Venture capitalists fuel environmental fires


October 16, 1990|By Grant Ferrier | Grant Ferrier,Los Angeles Time Syndicate

How do the prospects look for environmental businesses in the next few years? If you listen to the companies themselves you'd get a resounding chorus of rapid growth and expanding markets. And reassurance comes from the vote of confidence of those whose job it is to put their money where their mouth is: venture capitalists.

Venture capital traditionally finances an existing company that has a unique market or product but lacks the financial resources to reach its potential. The venture capitalist provides funds in return for equity ownership in the company and a role in corporate strategy, usually including representation on the board of directors.

A recent national survey of venture capital firms revealed that all of them that have put significant money into environmental businesses (more than $3 million) were planning to make more investments in the near future. In the next two years, these active players realistically expect to invest an average of more than one-and-a-half times the amount they have invested to date.

A number of firms that have yet to make a deal expect to invest soon, some as much as $10 million. Instances of environmental companies that have brought tremendous returns keep firms on the hunt for the next lucrative deal. The Venture Capital Fund of New England in Boston, for example, invested $600,000 in Groundwater Technology, and four years later returned $14 million in the 1986 initial public offering of stock in the company.

First Analysis Corp. in Chicago is expecting to get more than 30 times its investment back from a company that, market conditions pending, is going public next month.
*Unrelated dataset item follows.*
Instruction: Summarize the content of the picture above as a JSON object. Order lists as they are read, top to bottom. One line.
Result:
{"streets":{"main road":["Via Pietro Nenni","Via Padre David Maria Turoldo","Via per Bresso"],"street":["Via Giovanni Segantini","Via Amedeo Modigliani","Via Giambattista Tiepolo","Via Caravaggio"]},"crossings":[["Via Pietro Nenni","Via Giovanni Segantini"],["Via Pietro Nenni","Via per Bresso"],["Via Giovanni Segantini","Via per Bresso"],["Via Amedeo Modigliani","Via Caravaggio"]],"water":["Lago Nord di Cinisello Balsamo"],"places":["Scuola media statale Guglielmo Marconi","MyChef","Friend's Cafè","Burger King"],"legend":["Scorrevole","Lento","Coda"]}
First Analysis has been the most active fund in the environmental industry, having invested in 20 companies so far. It has a log of environmental business plans totaling more than 500.

What sort of deals are venture capital firms looking for?

There is no shortage of possibilities, but more than one venture capitalist agreed that there are never enough "good deals." The average firm receives more than seven environmental business plans each month. Active firms receive as many as 30 each month, but most agree "there's a lot of garbage out there."

The environmental industry remains immature and fragmented, populated by small regional companies that aim at a number of market segments. The consensus among venture capitalists is that the caliber of business management is woefully low in the environmental industry. Too many companies are run by technicians and not by seasoned executives.

"There's a real dearth of good managers. Most come out of the consulting or trash or construction businesses -- not traditionally good training grounds for entrepreneurs or managers of start-up companies," said Jonathan Flint of Burr, Egan, Deleage & Co. of Boston. 3i Capital of Boston looked at a number of companies before leading a $5 million investment in an environmental testing company that closed recently. Many had good technologies but few had good management, according to 3i's Philip Fiske.

"It's a big problem across the board in the environmental industry. It's like the electronics industry 10 years ago: There are not enough business managers. To attract outside capital with the promise of good returns," Fiske said, "a company can rarely be run by a scientist." Venture capitalists have a taste for particular segments of the industry. Resource recovery and recycling companies topped the list with water treatment, pollution control equipment and air pollution control close behind.

In general, investment firms are more interested in the "hardware' end of the business rather than the "software' end, such as consulting or service companies. Currently generating a lot of interest are waste minimization and specialty chemicals. "We like companies that are in the position of preventing pollution and waste streams," said Thomas Toy of Technology Funding Inc. in San Mateo, Calif. "We prefer regulation-driven companies that have an economic reason for being."

A proprietary technology is a key factor in attracting the interest of venture capital, but the lack of one was down the list of reasons why a firm would turn down a deal. The most frequent reason was overwhelmingly a lack of seasoned management.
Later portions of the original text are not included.